The new environmental youth group coordinated by student leaders from the Université Espoir, the Université d’Etat d’Haiti, and the Calvary Chapel Foundation.
Earlier this month they met HRC youth coordinators Elisée Pierre and Valencia Estime to share a recently designed action plan for plastic waste with the Partners for Resilience (PfR) country team.
The plan incorporates ‘J’adapte’ methodology, a French-language version of the Y-Adapt programme introduced to them last March by the HRC and with an expert briefing on waste management.
They first collected waste plastic in the Chapel Calvary neighbourhood of Port-au-Prince, then held a design competition to come up with ways to make use of it, and finally put the resulting product to use.
ECEAUH students showed the PfR team the winning ‘waste waste-bins’ (photo) they’ve been cleverly building out of discarded plastic bottles and installing in their neighbourhoods – and which are clearly their own best advertisement.

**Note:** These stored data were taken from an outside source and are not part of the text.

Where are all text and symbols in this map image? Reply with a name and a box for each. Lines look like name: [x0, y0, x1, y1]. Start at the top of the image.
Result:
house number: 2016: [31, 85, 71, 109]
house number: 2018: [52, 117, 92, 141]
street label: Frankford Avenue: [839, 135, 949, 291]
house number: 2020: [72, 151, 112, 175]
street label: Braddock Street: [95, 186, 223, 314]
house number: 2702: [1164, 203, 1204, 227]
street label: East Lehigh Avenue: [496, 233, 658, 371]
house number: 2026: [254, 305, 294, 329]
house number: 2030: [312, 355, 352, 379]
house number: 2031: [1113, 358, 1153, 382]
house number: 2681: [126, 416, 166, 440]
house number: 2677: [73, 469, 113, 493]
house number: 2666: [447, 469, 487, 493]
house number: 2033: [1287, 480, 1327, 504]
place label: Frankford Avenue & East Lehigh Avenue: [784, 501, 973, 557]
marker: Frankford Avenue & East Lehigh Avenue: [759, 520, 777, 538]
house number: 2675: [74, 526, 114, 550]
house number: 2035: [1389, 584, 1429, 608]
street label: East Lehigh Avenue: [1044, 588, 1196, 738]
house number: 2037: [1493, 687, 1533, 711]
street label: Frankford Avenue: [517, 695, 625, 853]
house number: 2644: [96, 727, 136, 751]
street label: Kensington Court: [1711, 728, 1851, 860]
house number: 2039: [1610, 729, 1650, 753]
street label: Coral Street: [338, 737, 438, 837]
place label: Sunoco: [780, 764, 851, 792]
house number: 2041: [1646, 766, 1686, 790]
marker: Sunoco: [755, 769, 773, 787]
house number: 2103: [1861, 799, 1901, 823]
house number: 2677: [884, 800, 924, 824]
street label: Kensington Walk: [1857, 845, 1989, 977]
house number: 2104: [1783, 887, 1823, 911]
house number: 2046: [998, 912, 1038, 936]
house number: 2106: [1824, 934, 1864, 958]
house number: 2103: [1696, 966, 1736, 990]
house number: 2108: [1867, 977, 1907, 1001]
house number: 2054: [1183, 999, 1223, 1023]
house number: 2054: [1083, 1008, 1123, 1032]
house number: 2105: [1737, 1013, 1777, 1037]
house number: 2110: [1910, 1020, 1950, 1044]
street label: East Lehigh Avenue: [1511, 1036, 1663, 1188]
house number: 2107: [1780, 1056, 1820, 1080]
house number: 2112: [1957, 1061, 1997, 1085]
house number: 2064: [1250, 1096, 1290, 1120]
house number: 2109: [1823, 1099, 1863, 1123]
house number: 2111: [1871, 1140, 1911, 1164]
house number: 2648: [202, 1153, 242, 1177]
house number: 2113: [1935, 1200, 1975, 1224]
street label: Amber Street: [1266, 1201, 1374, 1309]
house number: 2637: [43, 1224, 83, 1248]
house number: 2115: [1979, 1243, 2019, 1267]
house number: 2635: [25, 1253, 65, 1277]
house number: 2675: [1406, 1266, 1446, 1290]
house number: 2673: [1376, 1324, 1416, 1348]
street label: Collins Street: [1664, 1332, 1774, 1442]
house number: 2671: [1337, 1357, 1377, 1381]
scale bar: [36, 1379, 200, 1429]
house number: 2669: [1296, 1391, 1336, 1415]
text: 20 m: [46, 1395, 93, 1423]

Their next challenge is to advocate with city officials to put better systems in place for refuse collection and recycling.
J’adapte was developed by Plan International and the Climate Centre with PfR support and introduced to the ECEAUH group by HRC youth coordinators also trained as facilitators.
*Together Against Climate Change and for a Clean Environment in Haiti.
Haitian youth have found highly imaginative new ways of putting the plastic waste that aggravates local flooding and contaminates their neighbourhoods, rivers and coastline to good use, like these public refuse bins made from discarded soda bottles. (Photo: HRC)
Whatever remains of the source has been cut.